Judgment:Vishnu Sahai, J.
1. Through this Writ Petition preferred under Article 226 of the Constitution of India, the petitioner who styles herself as the wife of the detenu Raees Bashir Shaikh, has impugned the detention order dated 21st July, 1999 passed by the First Respondent Mr. R.H. Mendonca, Commissioner of Police, Brihan Mumbai, detaining the detenu under Sub-section (1) of Section 3 of the Maharashtra Prevention of Dangerous Activities of Slumlords, Bootleggers, Drug Offenders and Dangerous Persons Act, 1981 (No. LV of 1981) (Amendment - 1996) (hereinafter referred to as the MPDA Act).

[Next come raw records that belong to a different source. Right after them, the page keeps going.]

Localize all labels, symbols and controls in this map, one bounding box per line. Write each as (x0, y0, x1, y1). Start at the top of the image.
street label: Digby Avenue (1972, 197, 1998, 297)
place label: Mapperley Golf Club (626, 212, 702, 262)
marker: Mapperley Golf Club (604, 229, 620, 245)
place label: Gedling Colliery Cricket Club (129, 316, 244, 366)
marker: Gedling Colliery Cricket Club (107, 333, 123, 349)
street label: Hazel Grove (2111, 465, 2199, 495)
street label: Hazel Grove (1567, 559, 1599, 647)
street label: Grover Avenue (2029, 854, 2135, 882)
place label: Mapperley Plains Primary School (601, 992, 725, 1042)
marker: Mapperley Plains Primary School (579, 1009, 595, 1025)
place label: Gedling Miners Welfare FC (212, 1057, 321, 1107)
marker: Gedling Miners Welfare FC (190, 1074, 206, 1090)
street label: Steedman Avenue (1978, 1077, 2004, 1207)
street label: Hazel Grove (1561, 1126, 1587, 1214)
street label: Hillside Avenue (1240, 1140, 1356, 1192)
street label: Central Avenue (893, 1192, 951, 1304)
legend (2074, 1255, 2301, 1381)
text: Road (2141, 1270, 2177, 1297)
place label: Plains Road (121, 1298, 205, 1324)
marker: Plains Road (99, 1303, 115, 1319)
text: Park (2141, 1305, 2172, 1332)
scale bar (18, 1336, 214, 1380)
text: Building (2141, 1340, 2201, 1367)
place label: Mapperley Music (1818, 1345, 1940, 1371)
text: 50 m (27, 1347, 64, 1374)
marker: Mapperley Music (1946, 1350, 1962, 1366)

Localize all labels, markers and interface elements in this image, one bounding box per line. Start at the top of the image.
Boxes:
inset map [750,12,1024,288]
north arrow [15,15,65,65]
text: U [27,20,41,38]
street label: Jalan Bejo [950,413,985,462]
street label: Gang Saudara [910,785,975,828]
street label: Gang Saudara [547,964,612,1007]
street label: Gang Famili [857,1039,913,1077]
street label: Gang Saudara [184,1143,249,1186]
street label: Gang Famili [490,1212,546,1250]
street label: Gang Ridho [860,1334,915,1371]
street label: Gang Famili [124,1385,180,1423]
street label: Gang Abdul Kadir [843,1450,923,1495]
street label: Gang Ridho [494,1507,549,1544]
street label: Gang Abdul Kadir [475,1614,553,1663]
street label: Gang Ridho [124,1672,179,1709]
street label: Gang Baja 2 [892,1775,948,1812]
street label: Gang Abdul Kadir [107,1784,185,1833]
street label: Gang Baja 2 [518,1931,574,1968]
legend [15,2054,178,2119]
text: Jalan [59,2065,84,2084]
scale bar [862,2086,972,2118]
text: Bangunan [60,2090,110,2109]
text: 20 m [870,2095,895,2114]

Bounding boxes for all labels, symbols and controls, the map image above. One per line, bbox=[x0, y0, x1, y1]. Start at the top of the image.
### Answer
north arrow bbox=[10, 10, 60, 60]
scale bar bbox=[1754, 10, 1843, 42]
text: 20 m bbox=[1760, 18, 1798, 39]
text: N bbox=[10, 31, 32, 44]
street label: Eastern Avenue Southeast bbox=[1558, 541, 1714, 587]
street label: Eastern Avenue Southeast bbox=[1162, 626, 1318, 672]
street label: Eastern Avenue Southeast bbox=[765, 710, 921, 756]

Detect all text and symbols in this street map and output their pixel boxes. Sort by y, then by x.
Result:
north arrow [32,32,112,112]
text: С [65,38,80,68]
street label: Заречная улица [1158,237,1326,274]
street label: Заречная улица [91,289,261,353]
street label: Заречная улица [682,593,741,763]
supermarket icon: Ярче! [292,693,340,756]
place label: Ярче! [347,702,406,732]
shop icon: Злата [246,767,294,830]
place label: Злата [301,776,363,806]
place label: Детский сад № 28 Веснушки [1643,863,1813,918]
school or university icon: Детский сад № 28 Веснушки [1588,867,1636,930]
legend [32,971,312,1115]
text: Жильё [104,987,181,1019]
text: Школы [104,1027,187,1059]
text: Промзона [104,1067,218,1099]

The detention order along with the grounds of detention, also dated 21st July, 1999, was served on the detenu on 13th August, 1999. True copies of the detention order and the grounds of detention are annexed an Annexures A and B respectively to this writ petition.
2. A perusal of the grounds of detention would show that the impunged detention order is founded on one C.R., namely C.R. No. 265 of 1998 of Sir J.J. Marg Police Station, Mumbai, under Section 224, 225, 143, 147, 148, 332 and 452, IPC registered on a complaint lodged by Police Constable Pravin Kadam and two in - camera statements of witnesses A and B respectively.
3. We have heard learned counsel for the parties. Since in our view, this petition deserves to succeed on the ground pleaded as ground No. 9 (D) in the petition, we are neither adverting to the other grounds of challenge raised in the writ petition nor to the details of the prejudicial activities of the detenu contained in the grounds of detention, giving rise to the impugned detention order.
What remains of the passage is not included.